Collected data:
= = = = = = =
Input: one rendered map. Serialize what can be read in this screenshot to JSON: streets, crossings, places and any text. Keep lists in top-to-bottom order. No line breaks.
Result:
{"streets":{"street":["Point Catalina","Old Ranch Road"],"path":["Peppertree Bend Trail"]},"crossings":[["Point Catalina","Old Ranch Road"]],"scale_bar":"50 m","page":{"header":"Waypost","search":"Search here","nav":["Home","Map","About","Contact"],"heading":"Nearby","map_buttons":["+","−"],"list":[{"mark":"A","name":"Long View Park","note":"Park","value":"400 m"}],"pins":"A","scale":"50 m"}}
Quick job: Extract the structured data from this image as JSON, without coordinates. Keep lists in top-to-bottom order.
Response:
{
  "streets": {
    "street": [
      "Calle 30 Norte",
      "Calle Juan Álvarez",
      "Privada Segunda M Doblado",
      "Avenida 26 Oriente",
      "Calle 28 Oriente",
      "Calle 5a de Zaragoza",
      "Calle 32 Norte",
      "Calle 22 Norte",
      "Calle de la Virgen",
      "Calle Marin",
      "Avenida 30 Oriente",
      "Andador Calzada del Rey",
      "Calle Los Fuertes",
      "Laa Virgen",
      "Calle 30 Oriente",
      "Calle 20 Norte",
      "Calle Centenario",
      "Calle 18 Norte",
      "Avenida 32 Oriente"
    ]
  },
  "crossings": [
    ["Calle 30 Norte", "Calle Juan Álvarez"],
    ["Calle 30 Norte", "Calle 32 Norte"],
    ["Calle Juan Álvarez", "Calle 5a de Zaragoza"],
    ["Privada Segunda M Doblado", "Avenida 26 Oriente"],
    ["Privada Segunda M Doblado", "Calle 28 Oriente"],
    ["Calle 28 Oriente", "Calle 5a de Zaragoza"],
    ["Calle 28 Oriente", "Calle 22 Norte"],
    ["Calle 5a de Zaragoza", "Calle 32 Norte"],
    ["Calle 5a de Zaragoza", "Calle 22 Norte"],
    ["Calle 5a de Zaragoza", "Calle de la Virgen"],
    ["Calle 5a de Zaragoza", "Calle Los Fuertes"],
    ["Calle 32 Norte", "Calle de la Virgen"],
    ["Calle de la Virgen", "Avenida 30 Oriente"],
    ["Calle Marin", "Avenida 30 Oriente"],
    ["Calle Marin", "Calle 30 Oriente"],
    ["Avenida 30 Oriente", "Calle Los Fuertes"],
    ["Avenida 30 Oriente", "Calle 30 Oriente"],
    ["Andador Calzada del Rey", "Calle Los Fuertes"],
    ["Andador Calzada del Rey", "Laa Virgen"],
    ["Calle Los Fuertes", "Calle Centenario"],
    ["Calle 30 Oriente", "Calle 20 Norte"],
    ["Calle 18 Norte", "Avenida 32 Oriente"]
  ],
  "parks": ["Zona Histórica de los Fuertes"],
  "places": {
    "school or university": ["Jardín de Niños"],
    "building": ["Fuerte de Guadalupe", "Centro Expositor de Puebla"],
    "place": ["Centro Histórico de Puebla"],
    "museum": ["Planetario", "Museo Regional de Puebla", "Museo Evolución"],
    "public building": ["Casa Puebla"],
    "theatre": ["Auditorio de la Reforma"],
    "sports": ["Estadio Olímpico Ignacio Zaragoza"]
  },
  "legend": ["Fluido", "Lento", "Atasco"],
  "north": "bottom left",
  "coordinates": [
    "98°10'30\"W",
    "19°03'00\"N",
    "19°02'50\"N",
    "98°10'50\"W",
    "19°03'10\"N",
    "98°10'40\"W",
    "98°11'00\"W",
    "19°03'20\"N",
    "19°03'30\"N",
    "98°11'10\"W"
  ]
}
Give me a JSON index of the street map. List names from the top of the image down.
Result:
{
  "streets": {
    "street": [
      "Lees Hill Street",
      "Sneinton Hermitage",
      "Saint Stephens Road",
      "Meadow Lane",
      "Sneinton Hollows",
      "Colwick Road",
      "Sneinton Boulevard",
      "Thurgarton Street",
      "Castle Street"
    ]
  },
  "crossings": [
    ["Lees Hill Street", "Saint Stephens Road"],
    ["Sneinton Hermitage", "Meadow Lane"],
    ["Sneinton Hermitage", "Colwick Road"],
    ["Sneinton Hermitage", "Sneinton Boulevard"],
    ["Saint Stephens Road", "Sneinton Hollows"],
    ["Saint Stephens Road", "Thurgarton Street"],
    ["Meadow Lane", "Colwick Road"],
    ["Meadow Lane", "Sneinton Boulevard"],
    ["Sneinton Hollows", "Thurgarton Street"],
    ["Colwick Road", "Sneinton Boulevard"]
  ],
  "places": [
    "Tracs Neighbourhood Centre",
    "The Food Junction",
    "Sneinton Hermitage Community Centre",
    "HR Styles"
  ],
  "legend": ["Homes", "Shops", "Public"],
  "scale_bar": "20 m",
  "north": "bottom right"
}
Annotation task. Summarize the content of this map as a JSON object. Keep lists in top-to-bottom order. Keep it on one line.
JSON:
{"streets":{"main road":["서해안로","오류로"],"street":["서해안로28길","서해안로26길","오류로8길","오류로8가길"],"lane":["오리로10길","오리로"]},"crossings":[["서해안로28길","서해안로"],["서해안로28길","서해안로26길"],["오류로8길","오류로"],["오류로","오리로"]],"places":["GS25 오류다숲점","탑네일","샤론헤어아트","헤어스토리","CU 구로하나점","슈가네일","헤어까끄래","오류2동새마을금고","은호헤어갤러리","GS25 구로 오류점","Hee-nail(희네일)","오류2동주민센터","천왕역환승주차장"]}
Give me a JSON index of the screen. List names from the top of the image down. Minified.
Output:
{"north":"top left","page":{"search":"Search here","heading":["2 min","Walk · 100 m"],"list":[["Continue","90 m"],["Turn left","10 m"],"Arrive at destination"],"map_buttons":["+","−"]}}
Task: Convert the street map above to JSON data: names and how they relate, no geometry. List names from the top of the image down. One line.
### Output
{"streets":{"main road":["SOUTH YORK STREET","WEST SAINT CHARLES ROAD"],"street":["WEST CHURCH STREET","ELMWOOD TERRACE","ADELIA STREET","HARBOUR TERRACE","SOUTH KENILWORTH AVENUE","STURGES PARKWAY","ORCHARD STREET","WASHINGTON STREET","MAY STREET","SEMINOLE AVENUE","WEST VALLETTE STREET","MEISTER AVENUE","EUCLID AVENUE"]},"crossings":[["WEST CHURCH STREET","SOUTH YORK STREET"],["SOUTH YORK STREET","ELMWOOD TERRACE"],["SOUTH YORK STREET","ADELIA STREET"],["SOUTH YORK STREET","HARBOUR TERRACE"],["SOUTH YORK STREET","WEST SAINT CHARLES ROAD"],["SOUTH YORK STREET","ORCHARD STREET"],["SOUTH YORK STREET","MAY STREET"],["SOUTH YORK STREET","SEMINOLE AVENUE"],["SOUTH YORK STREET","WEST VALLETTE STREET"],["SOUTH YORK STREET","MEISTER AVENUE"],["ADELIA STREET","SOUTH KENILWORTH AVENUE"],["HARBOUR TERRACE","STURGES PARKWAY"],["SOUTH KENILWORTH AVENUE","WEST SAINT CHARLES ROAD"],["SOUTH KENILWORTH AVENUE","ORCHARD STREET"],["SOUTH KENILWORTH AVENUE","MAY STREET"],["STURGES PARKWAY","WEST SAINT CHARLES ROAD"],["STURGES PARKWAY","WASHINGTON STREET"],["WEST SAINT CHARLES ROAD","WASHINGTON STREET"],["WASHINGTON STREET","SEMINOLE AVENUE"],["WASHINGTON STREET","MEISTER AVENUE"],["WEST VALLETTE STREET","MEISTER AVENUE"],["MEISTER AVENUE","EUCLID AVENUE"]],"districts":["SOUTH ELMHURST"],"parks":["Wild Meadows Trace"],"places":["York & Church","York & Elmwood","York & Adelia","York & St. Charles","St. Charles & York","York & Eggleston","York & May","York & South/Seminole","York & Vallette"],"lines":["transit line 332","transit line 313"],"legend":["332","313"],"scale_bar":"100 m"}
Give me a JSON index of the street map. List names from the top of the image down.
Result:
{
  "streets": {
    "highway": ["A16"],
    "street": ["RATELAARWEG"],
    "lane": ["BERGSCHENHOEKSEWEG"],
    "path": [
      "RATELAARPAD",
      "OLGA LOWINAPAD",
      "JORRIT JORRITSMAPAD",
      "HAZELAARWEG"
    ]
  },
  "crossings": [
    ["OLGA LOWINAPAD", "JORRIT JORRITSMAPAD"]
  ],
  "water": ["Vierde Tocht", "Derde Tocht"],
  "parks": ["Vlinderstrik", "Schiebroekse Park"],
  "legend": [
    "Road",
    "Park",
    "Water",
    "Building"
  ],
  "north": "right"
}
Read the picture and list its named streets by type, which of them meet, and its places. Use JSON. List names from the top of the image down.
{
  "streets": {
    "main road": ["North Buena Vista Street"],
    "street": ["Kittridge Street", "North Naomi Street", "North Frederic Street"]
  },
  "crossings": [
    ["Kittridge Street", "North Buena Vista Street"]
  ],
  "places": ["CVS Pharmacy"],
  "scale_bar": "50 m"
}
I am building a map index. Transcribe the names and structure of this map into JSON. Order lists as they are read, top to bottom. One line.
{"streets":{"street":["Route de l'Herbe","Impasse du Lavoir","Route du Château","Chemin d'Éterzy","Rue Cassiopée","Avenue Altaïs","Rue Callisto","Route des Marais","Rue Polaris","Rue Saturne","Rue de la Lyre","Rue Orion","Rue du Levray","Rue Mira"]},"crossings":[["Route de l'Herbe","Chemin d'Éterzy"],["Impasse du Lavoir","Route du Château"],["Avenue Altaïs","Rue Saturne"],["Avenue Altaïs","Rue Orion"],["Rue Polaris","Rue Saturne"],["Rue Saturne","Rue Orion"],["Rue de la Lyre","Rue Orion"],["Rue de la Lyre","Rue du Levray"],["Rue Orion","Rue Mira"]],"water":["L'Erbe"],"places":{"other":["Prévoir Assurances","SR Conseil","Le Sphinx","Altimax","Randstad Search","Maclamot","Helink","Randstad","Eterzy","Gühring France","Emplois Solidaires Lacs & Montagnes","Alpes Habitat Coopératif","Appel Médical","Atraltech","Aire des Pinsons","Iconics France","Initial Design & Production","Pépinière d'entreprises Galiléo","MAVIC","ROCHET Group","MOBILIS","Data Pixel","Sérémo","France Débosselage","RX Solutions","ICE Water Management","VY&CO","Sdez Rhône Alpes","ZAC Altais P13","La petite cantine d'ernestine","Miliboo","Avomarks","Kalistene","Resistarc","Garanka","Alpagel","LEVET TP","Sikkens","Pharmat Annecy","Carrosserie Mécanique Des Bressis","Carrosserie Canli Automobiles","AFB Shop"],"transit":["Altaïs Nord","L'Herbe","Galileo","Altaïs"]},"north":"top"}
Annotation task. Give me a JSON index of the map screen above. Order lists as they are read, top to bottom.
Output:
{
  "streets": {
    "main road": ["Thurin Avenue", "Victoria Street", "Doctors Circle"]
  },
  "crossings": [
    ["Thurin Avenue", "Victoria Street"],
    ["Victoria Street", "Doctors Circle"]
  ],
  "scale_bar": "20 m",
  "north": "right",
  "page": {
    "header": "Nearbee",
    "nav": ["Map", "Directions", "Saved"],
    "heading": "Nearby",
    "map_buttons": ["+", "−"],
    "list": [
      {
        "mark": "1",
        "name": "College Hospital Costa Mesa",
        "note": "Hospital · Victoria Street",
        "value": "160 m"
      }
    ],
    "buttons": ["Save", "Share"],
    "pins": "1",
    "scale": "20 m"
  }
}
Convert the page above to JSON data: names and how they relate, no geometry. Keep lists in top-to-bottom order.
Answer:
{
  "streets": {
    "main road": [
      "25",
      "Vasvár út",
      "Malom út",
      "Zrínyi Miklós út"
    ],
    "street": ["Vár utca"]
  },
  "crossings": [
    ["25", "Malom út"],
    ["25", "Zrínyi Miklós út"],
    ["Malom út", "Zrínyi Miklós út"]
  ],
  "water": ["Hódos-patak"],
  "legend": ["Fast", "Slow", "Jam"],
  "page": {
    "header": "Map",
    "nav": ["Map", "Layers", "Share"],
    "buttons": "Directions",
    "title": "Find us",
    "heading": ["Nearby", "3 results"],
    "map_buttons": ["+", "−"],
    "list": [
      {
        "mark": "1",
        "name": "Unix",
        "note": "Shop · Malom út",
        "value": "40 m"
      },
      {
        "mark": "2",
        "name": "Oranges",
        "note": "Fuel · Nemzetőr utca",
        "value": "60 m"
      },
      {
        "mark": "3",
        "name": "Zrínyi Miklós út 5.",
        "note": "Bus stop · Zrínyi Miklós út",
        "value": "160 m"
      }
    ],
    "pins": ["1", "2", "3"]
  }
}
= = = = = = =
Aim of the exercise: Could you copy every line from the records that has "relate" in it?

Task answer:
Task: Convert the street map above to JSON data: names and how they relate, no geometry. List names from the top of the image down. One line.
Convert the page above to JSON data: names and how they relate, no geometry. Keep lists in top-to-bottom order.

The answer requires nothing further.